Mira has reopened the Nakashima Studio in New
Hope, Pennsylvania, and continues to make some of the more popular and famous
designs of her father’s including the conoid chair (see photo).
Conoid chair. Photo credit: Rosemary McKittrick
Nakashima wrote in his autobiography that he believed
furniture should be used and lived with, that scratches and dents add character
to the pieces (a process he described as "Kevinising" after his son Kevin who had made several scratches on furniture in their home). He was quite selfless, and many historians have remarked about
his distinct lack of ego: he refused to sign pieces until 1980—and then only in
India ink with a felt-tip pen—and then only under pressure because so many imitators
were beginning to copy his work.
Nakashima often jokingly referred to himself as a “Hindu
Catholic Shaker Japanese American.” He believed in the Shaker work ethic,
directing his endeavors toward the divine and making things useful and
beautiful, as simply as possible.
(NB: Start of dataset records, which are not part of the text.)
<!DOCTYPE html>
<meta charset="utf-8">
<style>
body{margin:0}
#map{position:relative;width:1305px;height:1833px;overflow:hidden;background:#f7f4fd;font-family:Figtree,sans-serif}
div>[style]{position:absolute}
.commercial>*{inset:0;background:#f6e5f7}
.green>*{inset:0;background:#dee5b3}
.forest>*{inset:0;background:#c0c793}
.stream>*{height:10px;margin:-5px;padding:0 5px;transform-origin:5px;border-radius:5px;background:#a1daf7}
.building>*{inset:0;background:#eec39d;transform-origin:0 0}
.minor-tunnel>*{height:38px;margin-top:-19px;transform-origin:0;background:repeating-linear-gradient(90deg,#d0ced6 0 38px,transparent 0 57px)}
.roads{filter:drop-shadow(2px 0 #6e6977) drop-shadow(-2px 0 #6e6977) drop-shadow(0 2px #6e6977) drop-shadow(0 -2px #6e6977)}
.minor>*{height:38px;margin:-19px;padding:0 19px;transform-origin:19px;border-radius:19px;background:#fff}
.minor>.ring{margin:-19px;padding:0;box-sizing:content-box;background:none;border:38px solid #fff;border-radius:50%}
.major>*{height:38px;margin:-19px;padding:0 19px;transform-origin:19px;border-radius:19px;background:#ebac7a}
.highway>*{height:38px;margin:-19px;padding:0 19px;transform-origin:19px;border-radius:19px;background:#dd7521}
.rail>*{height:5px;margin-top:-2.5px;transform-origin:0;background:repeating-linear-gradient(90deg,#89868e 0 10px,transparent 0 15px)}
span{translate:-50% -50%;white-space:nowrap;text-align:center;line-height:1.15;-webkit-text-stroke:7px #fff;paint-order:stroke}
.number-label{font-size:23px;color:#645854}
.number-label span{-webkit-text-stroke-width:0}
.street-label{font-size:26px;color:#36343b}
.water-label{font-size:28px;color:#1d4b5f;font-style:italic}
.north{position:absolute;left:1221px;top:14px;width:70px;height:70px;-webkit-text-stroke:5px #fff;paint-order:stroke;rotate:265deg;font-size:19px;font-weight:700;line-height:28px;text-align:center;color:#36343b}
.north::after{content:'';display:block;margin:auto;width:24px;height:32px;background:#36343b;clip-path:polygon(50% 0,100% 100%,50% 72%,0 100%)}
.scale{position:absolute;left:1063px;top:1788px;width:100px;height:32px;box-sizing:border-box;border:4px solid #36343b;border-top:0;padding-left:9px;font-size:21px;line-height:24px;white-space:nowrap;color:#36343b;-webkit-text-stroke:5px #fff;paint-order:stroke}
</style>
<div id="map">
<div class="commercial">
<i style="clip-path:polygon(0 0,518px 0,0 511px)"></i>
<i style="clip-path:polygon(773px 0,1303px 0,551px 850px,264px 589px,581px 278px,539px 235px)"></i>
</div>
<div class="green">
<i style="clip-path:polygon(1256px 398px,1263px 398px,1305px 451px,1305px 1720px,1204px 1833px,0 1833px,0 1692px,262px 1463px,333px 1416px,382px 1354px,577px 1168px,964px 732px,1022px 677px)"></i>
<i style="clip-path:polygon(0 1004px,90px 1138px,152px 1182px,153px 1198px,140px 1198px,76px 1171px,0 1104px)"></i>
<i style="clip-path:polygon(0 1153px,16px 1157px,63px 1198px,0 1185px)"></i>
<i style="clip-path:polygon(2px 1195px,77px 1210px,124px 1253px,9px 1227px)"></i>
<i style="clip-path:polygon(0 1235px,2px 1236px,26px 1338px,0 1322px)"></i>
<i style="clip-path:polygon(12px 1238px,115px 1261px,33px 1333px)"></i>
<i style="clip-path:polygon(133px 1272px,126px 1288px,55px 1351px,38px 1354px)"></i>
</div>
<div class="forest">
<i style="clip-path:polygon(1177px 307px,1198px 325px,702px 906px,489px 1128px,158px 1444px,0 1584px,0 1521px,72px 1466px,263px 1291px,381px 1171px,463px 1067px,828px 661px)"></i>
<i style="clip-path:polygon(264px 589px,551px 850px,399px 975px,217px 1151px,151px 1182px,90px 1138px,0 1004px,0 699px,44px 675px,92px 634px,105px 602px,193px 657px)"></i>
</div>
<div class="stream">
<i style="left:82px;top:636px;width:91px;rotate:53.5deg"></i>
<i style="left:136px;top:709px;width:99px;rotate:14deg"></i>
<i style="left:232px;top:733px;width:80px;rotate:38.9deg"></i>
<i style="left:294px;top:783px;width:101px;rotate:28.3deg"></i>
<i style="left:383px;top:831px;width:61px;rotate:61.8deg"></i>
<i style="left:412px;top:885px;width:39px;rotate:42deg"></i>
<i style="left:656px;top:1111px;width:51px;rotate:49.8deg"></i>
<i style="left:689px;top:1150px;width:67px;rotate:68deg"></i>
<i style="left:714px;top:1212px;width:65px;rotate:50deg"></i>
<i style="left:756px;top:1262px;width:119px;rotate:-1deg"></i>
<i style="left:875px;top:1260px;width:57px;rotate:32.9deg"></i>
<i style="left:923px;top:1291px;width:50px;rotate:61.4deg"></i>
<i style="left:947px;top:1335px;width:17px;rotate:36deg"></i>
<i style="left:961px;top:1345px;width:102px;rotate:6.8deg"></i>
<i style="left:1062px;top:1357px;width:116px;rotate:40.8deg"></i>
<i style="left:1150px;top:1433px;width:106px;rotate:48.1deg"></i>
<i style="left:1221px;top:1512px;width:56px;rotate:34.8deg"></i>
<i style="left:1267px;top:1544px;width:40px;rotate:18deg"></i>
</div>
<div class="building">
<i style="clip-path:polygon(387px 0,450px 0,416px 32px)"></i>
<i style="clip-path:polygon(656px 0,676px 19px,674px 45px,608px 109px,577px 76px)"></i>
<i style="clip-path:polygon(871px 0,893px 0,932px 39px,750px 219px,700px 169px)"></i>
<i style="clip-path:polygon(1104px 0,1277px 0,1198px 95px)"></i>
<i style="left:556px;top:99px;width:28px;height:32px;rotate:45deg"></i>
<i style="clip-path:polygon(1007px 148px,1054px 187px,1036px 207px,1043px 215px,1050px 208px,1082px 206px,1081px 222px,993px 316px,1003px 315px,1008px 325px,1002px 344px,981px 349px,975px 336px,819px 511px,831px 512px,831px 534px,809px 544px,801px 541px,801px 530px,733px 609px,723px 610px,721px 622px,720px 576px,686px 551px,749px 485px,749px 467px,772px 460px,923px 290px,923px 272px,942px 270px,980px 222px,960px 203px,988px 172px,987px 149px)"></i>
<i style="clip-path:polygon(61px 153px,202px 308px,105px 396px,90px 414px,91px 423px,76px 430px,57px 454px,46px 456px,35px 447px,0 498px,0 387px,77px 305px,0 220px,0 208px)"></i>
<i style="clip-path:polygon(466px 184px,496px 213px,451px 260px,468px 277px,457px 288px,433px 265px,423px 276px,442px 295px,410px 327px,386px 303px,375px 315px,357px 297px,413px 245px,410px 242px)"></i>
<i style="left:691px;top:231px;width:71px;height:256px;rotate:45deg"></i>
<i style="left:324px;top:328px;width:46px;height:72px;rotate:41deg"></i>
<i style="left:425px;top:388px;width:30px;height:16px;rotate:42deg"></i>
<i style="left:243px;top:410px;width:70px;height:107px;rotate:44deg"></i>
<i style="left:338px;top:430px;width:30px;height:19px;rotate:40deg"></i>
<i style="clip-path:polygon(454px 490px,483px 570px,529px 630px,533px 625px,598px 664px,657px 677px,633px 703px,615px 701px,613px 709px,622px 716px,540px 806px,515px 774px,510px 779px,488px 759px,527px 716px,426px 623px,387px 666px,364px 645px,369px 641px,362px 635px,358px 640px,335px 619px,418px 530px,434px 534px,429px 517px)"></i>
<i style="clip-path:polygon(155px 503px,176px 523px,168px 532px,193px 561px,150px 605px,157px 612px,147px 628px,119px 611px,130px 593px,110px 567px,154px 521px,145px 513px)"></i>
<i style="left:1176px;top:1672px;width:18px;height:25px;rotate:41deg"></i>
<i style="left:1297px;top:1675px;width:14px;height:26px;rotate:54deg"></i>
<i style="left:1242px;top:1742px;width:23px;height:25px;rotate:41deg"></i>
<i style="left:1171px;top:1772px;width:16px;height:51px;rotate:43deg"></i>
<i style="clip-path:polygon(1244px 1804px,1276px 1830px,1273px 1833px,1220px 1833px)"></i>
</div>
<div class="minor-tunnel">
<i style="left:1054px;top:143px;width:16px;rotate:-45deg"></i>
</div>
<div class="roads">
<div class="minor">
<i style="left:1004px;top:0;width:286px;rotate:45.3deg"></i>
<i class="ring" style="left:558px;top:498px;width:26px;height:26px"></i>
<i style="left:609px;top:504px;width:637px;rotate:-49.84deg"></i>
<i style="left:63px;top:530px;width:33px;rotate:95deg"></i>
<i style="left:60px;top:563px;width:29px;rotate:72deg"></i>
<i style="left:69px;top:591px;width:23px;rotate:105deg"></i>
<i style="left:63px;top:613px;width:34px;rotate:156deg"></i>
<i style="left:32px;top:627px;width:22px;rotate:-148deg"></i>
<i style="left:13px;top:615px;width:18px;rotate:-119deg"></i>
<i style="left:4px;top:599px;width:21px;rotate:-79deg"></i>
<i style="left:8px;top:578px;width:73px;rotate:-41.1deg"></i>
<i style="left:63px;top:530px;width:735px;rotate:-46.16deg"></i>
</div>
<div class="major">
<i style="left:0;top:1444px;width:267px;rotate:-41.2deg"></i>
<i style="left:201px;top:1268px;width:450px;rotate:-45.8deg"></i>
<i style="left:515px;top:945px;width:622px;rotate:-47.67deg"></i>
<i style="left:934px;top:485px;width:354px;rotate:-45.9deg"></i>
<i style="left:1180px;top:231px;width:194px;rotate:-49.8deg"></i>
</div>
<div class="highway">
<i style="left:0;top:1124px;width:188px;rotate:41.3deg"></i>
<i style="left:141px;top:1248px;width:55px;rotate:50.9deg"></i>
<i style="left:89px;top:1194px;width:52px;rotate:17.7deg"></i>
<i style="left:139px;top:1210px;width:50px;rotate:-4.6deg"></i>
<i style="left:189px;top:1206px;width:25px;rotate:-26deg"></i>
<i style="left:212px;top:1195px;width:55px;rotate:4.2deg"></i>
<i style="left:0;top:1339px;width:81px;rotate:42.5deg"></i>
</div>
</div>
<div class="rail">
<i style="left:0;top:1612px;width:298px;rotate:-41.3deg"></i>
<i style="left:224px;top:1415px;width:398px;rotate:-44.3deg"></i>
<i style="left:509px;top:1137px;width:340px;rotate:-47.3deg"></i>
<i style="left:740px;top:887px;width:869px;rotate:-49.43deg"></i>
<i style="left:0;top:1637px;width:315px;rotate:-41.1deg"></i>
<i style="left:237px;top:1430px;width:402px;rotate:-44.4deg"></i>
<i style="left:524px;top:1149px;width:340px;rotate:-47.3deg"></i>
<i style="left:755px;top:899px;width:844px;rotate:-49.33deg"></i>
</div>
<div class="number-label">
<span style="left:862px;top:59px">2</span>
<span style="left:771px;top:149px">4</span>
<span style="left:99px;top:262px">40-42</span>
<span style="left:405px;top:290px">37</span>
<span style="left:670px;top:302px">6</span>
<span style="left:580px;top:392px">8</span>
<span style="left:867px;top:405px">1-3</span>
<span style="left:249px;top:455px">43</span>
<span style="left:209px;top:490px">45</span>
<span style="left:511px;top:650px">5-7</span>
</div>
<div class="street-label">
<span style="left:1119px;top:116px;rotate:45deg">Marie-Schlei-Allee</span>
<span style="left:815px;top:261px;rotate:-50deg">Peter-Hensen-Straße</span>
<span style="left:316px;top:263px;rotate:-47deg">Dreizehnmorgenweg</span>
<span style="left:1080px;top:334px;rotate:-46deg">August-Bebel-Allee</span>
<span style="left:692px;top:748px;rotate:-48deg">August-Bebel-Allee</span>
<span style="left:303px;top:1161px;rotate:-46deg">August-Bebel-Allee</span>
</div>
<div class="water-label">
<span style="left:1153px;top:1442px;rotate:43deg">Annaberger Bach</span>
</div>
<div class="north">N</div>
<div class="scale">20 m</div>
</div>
He said, “My relationship to furniture and
construction is basically my dialog with a tree, with a complete and psychic
empathy.”
His pieces are very expensive (a Frenchman's Cove style table on PBS's Antiques Roadshow was appraised at $50-60 K, some pieces have sold for $500,000). George Nakashima
was such a citizen of the world that there is global interest in his works.
1952 – gold medal for craftsmanship, American Institute of
Architecture
1979 – made Fellow of the American Craft Council
1981 – Hazlett Award
The Martin Guitar Company has honored George Nakashima with
the Claro Walnut Commemorative Edition acoustic guitar:
Several Nakashima pieces are on display at the James A.
Michener Art Museum in Doylestown, PA. Many other important museums have Nakashima items as well.